Sort algorithm for cdx files?

95 views
Skip to first unread message

Henry S. Thompson

unread,
Aug 11, 2023, 12:50:29 PM8/11/23
to common-crawl
I've tried to reproduce the sorting algorithm used to order the index
files, without success. For authority URL segments with all-ascii
components, it's reasonably obvious, but add in IPV4 and IDNA
addresses and even the occasional oddities such as:

x50b85467:2021)
0x6b,0x21,0x61,0xb4)

and I can't find any unix command-line sort parameters such that e.g.

gunzip -c ..../cdx-00000.gz | cut -f 1 -d \| uniq | sort ....

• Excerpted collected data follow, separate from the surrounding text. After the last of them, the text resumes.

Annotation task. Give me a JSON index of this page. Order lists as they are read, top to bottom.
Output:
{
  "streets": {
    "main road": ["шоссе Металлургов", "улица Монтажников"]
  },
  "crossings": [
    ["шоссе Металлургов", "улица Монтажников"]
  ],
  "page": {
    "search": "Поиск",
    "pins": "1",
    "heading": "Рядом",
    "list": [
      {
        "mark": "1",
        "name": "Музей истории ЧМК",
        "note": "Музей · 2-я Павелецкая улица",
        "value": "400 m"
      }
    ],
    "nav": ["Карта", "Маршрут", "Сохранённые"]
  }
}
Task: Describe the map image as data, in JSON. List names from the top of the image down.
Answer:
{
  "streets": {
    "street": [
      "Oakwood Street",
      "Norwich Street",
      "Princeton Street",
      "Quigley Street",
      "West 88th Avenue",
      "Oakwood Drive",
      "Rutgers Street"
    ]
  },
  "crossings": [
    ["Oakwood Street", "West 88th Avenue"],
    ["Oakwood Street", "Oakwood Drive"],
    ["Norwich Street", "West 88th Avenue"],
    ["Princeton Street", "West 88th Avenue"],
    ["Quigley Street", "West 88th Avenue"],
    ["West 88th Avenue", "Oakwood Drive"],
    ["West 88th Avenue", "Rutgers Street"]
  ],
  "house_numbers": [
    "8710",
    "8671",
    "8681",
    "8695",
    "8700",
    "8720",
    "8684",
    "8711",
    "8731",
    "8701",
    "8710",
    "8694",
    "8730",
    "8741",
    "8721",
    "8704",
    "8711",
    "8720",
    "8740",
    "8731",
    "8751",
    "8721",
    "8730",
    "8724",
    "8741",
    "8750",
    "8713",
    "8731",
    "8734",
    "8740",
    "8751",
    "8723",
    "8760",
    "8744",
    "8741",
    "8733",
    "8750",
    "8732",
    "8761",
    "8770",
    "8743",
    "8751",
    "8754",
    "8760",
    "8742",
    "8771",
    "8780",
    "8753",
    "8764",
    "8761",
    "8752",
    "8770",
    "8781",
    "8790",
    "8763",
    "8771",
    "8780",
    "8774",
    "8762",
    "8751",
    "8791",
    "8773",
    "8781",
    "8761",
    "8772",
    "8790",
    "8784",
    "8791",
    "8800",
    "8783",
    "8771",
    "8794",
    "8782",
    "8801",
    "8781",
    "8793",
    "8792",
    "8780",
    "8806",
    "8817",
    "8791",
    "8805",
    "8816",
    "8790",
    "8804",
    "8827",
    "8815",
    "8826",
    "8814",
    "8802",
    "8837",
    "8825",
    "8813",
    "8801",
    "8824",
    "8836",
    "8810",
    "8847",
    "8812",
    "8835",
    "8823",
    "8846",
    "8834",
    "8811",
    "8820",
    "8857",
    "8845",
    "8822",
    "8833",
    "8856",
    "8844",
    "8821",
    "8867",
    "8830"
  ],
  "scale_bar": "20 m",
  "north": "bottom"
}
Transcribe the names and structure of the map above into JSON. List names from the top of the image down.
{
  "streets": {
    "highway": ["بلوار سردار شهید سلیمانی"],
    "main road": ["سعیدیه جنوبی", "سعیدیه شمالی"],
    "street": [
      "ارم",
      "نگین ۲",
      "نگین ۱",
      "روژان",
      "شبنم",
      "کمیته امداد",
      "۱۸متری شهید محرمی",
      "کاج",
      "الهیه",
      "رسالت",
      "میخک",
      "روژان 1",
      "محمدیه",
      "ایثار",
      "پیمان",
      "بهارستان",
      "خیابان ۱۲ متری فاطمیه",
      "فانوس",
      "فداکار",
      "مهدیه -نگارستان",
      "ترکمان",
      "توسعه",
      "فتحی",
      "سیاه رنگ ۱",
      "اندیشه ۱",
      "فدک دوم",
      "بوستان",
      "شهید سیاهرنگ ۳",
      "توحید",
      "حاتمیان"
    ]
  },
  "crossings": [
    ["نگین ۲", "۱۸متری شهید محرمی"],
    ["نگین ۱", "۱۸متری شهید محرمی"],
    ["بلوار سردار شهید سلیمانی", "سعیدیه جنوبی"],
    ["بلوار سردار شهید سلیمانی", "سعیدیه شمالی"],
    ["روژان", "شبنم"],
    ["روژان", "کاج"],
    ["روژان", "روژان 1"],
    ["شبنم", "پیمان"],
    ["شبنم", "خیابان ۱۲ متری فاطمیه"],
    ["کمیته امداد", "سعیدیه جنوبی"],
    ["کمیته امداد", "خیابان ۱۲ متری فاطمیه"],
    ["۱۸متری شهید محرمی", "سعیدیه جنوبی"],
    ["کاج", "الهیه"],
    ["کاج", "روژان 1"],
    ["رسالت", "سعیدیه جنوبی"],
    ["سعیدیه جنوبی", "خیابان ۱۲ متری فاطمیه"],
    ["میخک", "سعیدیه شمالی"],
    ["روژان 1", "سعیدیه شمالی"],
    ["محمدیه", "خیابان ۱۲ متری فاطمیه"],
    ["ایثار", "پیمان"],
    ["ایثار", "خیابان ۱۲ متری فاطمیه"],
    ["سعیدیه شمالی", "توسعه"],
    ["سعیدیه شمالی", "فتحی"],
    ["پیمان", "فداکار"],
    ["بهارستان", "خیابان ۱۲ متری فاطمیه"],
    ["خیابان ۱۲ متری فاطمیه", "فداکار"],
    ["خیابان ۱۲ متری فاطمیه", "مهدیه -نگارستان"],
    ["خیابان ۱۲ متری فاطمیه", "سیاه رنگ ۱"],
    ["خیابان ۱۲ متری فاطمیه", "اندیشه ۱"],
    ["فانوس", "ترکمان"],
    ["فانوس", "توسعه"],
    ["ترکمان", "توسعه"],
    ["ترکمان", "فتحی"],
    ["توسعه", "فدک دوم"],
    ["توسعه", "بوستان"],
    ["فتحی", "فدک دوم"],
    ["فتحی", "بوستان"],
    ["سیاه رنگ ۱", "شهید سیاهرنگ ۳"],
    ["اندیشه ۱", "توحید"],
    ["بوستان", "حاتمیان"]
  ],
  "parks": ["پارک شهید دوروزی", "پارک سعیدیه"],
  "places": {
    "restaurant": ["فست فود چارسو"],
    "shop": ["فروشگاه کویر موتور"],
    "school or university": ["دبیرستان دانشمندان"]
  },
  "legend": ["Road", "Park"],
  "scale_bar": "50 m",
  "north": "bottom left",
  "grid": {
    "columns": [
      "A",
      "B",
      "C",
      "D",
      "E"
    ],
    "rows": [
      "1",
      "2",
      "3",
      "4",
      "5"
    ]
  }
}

doesn't change anything, i.e. is the same as

gunzip -c ..../cdx-00000.gz | cut -f 1 -d \| uniq

I guess there are two parts to this question:
1) What parameters to what algorithm are used to produce the SURT
(sort key version of the authority segment) from the WARC-Target-URI?
2) How are the resulting values ordered?

Thanks,

ht
--
Henry S. Thompson, School of Informatics, University of Edinburgh
10 Crichton Street, Edinburgh EH8 9AB, SCOTLAND -- (44) 131 650-4440
Fax: (44) 131 650-4587, e-mail: h...@inf.ed.ac.uk
URL: http://www.ltg.ed.ac.uk/~ht/
[mail from me _always_ has a .sig like this -- mail without it is forged spam]

Sebastian Nagel

unread,
Aug 12, 2023, 12:51:23 PM8/12/23
to common...@googlegroups.com
Hi Henry,

what does the following command return?

zcat ..../cdx-00000.gz | cut -d' ' -f1 | LC_ALL=C sort -c

Explanations:
- decompress the cdx-00000.gz to stdout
- extract the first field (separator is U+0020
- let sort verify the sort order using the C locale, i.e.
sorting the raw bytes (and not by Unicode characters or
any special character semantics). If properly sorted
no error should be reported.


> 1) What parameters to what algorithm are used to produce the SURT
> (sort key version of the authority segment) from the WARC-Target-
> URI?

See the "surt" Python package [1] used from [2] via PyWb [3].
Resp. the WaybackURLKeyMaker [4] for Java programs.


> 2) How are the resulting values ordered?

A MapReduce job sorts the output by key (the SURT URL)
in ascending ASCII order. That's the default.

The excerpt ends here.